The perplexing news:
- Labor force participation rate remains low, at 60.2%. It was 63.4% in 2007, prior to the financial crisis. If you think about that 3.2% difference times the size of the American workforce, that’s a lot of workers who aren’t working for one reason or another.
- Wages are up, but only by 2.5%.
The sources for my data are articles in the Wall Street Journal, linked here as follows:
Why is this news perplexing? Because if the unemployment rate is that low and the economy is really adding that many jobs, one would think wages would go up and more people would want to work. Supply and demand laws – if demand for workers goes up more than supply, then the price should go up. But it’s not – at least not that much. What gives?
There are several reasons that I believe may contribute to the low labor participation rates and depressed gain in wages:
- Demographics: The percentage of workers and of the general population that are older is rising. The Baby Boomer generation is retiring in droves as they reach their 60’s and even their 70’s. There aren’t enough younger workers to replace the Boomers.
- Corporate mergers and downsizing: If an older worker is a victim of layoffs through poor corporate performance or due to a merger with another company, “made redundant” in British parlance, the older worker is more likely to “take a package” from the former employer and say Sayanora to working again. Hopefully, they had a good financial planner to guide them through what they need to maintain a decent lifestyle for the rest of their lives, which could be a long time.
- Work is difficult: Work is a 4-letter word for a reason. If one has the wherewithal to avoid working, one may very well choose to do so.
- Plateauing of personal preferences: For a lot of people, I believe there is a desire for a basic level of lifestyle, and the money required to pay for that lifestyle. Above that, if one has to work very had for the marginal gains in one’s lifestyle, many people decide it’s not worth the marginal work. Especially if that person is older. “I have all I need to live well. Why should I bust my butt for something I don’t really need at this point in my life?”
- International labor competition: Like it or not, we are in a global economy. If you like to shop at Wal-Mart, where do you think all of that stuff comes from? Most likely other countries. Not the USA. Except maybe for the food. Those other countries do not pay their workers like we do here. That’s who American companies and American workers have to compete with. The global economy keeps US wages low and it will continue to do so.
- Disincentives for smaller businesses: Licensing and regulation hinder new businesses from forming and from growing. Continuing compliance with these regulations is expensive for businesses. For instance, in the financial services and banking industry, many smaller banks have opted to merge rather than to continue to pay for compliance with greater regulations. Fewer smaller banks mean fewer options for small businesses to grow. All of this keeps wages low.
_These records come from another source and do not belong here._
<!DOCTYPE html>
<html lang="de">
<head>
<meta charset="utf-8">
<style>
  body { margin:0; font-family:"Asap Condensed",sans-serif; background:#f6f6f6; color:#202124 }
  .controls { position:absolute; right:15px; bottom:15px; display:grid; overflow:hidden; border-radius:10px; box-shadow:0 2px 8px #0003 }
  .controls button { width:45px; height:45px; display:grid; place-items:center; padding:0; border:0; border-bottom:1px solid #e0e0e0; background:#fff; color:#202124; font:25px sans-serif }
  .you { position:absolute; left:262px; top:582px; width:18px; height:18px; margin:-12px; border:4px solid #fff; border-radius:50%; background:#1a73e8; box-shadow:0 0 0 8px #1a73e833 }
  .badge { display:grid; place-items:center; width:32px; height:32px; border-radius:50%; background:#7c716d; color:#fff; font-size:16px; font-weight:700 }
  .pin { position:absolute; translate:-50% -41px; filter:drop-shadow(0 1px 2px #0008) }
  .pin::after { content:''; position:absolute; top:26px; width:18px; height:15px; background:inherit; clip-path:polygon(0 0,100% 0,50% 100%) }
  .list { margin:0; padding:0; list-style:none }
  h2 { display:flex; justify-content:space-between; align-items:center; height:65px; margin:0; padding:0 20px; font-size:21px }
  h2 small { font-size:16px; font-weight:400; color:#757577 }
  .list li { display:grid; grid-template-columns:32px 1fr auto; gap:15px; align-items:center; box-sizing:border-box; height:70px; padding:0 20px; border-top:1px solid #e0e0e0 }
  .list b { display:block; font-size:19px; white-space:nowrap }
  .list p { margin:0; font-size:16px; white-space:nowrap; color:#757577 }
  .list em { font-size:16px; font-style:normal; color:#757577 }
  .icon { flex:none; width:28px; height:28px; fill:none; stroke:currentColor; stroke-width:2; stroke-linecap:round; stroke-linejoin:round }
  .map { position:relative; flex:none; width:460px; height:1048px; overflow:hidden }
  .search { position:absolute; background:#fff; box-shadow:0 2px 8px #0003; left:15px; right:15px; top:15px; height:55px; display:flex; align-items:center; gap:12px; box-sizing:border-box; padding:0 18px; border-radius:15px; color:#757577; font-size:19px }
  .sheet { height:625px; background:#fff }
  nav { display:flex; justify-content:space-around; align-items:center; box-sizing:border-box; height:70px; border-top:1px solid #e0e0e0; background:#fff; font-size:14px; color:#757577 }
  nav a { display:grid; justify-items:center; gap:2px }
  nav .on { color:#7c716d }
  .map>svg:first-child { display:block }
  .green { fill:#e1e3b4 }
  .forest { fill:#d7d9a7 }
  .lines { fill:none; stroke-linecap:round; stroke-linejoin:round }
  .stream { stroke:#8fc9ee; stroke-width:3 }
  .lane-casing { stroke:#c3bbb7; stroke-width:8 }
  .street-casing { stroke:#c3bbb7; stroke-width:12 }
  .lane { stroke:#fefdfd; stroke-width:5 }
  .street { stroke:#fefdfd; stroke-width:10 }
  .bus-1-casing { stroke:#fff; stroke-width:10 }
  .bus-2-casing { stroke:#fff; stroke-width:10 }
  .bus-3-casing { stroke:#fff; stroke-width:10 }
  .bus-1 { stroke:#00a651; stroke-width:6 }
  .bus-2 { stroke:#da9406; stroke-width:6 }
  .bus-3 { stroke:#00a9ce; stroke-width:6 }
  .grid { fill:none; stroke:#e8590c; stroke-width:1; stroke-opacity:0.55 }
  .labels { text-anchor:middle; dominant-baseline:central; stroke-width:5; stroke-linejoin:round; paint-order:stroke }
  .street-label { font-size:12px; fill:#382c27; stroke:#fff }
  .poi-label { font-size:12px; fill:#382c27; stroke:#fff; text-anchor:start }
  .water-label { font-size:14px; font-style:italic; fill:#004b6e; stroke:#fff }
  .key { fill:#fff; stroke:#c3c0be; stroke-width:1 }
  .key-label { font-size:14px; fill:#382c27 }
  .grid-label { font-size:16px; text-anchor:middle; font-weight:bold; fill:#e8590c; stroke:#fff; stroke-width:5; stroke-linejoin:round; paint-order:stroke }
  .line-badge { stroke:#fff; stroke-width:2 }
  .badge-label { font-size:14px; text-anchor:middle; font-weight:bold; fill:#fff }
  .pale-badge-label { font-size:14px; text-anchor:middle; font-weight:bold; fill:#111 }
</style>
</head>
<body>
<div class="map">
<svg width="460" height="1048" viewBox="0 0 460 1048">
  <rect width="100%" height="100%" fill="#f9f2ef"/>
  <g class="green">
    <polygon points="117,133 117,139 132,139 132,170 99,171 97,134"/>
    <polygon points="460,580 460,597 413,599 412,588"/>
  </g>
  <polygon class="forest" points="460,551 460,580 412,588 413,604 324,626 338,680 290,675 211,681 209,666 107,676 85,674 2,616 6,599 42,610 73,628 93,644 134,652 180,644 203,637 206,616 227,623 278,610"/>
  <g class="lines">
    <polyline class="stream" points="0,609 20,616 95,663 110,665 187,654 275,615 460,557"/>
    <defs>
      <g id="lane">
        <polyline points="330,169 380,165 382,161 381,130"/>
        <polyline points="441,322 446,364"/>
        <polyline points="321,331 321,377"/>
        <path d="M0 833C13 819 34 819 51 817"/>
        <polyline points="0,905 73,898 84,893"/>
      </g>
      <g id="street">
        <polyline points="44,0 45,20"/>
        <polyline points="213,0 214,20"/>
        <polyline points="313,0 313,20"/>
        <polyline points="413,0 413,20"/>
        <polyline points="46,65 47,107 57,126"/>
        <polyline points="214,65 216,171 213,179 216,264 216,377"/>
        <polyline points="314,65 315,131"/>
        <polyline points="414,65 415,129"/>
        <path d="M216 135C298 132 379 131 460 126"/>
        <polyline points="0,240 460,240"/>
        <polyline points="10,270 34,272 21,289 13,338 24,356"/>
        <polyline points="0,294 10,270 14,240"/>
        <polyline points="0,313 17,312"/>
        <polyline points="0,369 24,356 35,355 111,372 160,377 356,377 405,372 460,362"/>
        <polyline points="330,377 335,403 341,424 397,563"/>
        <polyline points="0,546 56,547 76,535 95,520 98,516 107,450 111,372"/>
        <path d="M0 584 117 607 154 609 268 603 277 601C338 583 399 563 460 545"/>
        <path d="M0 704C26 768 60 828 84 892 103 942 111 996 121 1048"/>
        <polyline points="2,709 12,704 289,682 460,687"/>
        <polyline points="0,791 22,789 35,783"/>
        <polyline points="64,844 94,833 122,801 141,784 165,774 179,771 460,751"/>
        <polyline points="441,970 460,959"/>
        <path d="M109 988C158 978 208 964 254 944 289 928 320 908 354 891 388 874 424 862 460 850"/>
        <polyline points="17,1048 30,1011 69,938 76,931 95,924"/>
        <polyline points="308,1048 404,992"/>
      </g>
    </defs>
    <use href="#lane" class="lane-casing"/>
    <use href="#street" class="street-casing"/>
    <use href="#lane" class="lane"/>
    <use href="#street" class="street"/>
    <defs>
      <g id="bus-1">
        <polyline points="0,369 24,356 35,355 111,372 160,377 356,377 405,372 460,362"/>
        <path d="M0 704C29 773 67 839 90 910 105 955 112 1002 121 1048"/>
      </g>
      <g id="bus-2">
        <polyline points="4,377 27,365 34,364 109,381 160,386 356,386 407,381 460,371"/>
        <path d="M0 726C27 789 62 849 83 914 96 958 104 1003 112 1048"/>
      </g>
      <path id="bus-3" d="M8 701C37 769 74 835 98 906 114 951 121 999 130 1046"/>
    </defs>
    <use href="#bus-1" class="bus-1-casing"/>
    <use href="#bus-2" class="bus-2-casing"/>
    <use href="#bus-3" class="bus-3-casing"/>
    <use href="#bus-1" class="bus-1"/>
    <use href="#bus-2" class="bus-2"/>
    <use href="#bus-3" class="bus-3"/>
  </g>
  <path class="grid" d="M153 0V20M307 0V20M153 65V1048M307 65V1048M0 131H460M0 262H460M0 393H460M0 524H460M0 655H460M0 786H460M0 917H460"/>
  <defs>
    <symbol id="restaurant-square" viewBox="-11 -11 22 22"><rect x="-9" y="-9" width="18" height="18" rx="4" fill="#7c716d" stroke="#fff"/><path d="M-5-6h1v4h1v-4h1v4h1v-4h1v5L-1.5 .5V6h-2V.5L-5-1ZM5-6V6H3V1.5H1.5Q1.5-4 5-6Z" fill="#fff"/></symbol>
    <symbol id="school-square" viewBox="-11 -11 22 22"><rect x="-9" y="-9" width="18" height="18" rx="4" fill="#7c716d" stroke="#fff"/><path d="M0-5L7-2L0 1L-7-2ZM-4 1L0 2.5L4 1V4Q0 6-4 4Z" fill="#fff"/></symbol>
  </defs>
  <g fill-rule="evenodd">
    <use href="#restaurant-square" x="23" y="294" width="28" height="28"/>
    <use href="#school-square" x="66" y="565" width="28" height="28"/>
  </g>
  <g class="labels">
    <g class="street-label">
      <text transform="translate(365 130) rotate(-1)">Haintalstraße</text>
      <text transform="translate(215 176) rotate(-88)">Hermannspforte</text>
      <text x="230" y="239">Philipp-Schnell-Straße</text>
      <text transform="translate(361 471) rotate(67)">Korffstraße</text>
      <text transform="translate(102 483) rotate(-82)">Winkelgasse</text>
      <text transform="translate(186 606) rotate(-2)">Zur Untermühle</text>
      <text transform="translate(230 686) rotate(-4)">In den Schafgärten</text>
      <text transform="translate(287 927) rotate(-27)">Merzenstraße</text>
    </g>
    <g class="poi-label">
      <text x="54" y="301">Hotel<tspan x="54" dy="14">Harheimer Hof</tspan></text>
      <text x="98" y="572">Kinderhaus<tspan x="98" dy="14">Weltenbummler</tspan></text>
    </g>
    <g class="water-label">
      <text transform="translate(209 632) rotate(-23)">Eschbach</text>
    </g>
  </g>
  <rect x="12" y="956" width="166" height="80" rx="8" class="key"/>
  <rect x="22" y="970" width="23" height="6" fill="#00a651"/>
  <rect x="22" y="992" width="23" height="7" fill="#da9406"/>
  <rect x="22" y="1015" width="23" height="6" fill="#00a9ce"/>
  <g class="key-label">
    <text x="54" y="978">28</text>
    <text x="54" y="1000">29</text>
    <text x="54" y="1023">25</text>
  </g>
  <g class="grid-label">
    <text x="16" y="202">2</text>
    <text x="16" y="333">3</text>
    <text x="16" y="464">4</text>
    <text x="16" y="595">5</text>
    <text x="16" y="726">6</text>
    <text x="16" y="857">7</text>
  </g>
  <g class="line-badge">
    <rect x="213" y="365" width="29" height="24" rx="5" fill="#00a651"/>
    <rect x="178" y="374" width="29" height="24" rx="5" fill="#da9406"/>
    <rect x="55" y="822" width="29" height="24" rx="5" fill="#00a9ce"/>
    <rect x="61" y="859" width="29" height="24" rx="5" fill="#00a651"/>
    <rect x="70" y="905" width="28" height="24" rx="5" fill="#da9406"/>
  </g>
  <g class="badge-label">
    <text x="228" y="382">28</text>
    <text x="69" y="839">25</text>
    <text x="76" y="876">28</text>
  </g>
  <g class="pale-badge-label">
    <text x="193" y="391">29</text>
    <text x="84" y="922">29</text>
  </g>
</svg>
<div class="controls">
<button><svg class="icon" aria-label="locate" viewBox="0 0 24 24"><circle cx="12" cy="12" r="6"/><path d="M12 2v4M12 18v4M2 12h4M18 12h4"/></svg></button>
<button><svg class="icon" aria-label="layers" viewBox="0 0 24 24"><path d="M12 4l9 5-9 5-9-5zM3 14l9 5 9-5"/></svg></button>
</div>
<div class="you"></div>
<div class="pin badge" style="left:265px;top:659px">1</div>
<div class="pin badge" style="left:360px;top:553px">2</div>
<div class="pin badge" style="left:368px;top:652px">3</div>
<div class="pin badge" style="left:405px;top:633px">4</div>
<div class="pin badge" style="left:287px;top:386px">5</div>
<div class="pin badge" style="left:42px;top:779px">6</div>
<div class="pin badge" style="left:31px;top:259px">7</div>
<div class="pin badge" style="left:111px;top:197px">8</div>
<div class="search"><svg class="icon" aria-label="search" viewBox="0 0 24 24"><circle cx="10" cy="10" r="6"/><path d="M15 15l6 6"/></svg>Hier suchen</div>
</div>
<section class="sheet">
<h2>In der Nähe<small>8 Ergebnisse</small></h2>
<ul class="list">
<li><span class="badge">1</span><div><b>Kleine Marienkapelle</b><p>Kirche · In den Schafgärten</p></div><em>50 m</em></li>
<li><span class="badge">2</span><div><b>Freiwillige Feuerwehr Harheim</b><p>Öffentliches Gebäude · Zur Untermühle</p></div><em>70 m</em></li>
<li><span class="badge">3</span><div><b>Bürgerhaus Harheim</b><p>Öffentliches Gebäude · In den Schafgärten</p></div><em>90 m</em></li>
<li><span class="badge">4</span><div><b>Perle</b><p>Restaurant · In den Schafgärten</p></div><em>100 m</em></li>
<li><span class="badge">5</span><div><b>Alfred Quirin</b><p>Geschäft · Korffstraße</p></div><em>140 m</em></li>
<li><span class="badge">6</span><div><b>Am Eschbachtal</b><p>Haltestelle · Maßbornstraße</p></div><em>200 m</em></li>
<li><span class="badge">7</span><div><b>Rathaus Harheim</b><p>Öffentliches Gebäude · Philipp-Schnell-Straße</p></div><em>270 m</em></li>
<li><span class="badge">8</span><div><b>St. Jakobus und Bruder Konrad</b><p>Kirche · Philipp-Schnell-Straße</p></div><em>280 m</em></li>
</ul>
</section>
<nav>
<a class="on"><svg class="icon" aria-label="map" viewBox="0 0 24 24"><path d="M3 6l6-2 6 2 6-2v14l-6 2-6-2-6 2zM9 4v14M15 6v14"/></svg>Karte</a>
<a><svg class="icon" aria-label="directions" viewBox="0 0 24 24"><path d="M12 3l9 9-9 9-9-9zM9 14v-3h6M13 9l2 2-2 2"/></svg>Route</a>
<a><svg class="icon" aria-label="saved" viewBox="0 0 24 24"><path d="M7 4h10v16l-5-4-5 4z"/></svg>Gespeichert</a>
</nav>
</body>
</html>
- Housing underperformance: Housing and other construction is one area where employment typically grows during a period of economic growth. Yet, since the housing crisis of 2007-2008, growth has been there, but proportionally much less than in previous recoveries. Housing prices are strong and resale housing inventory is very low, but new housing construction is not robust enough to fill the gap. Much new housing construction caters to the upper-middle and upper end of the market. There are not nearly enough new housing being built for entry-level and working-class buyers in areas where there has been job growth. Costs and fees are so high that lower-end new housing doesn’t pencil for builders or investors. Consequently, employment in construction is not as high as it should be and wages therein are kept lower than they should be given 4.1% unemployment.
There are probably other causes for this low unemployment/low wage growth situation that we currently have. We need to figure out how to increase wages. I believe in reducing the costs and the regulations that are hindrances to economic growth. Others believe in raising the minimum wage and increasing oversight of how workers get paid. I always believe that less government is the answer, but there are and will be cities and states that will address the problem differently.